I came across your work at the London College of Communication end of year show. Your project A Staged Equilibrium is a response to your great grandfather’s suicide. Can you tell me a little about how this project first began and what it was like to work around the subject of familial suicide?

Granny Gill sat me down in her front room with a wooden writing box on her knee, and I knew what she was about to show me… Her father’s suicide letter.

I knew about his suicide growing up as she spoke of it with a sense of distress. She gave me the facts; he was diagnosed as schizophrenic, and often had psychotic episodes where he would experience auditory hallucinations. She was 16 when she found him in there family home. Although we are very open family I knew this was always going to be a sensitive subject.

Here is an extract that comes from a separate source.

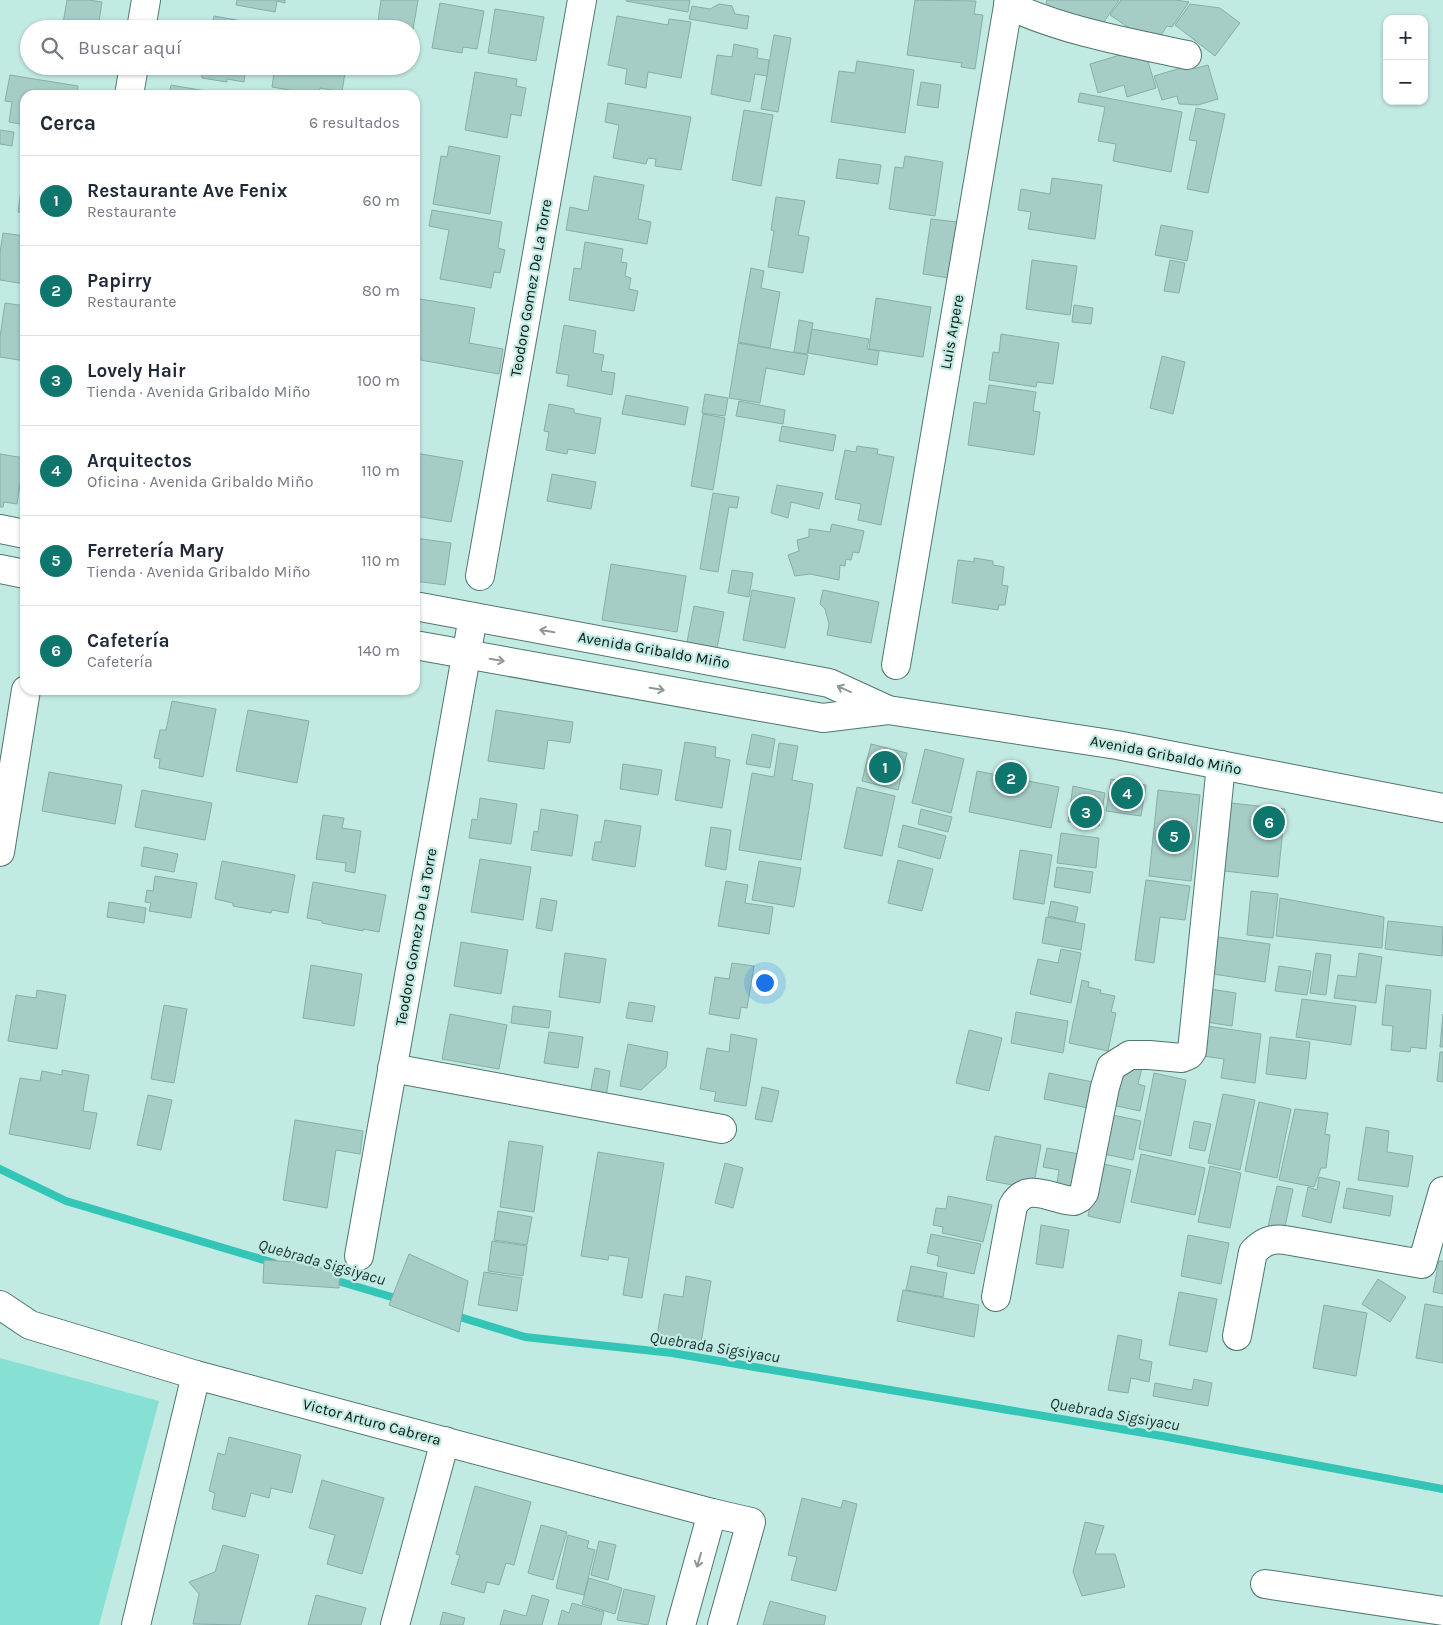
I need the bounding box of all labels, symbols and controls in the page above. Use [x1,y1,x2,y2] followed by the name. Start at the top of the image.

I was angry, and I got angrier, they don’t get it, but they pretend they do! Some days you wake up where you think ‘give people the benefit of the doubt’, big mistake! And that’s when they make comments like you’re ‘too mature’ (2008) ‘hysterical’ (2009) ‘Attention seeking’ (2010). 2010/2011, I began to self-harm, and self medicate with a combination of prescribed medication, citalopram (for anxiety) and paracetamol/aspirin, I felt like the screeching pains in my tender stomach and my sore scratches were the only real thing I could feel, and like everything one day it goes to far. Nobody really knows what you’ve done other than family, yet there was this sickening paranoia that everybody must have thought I wasn’t brave enough.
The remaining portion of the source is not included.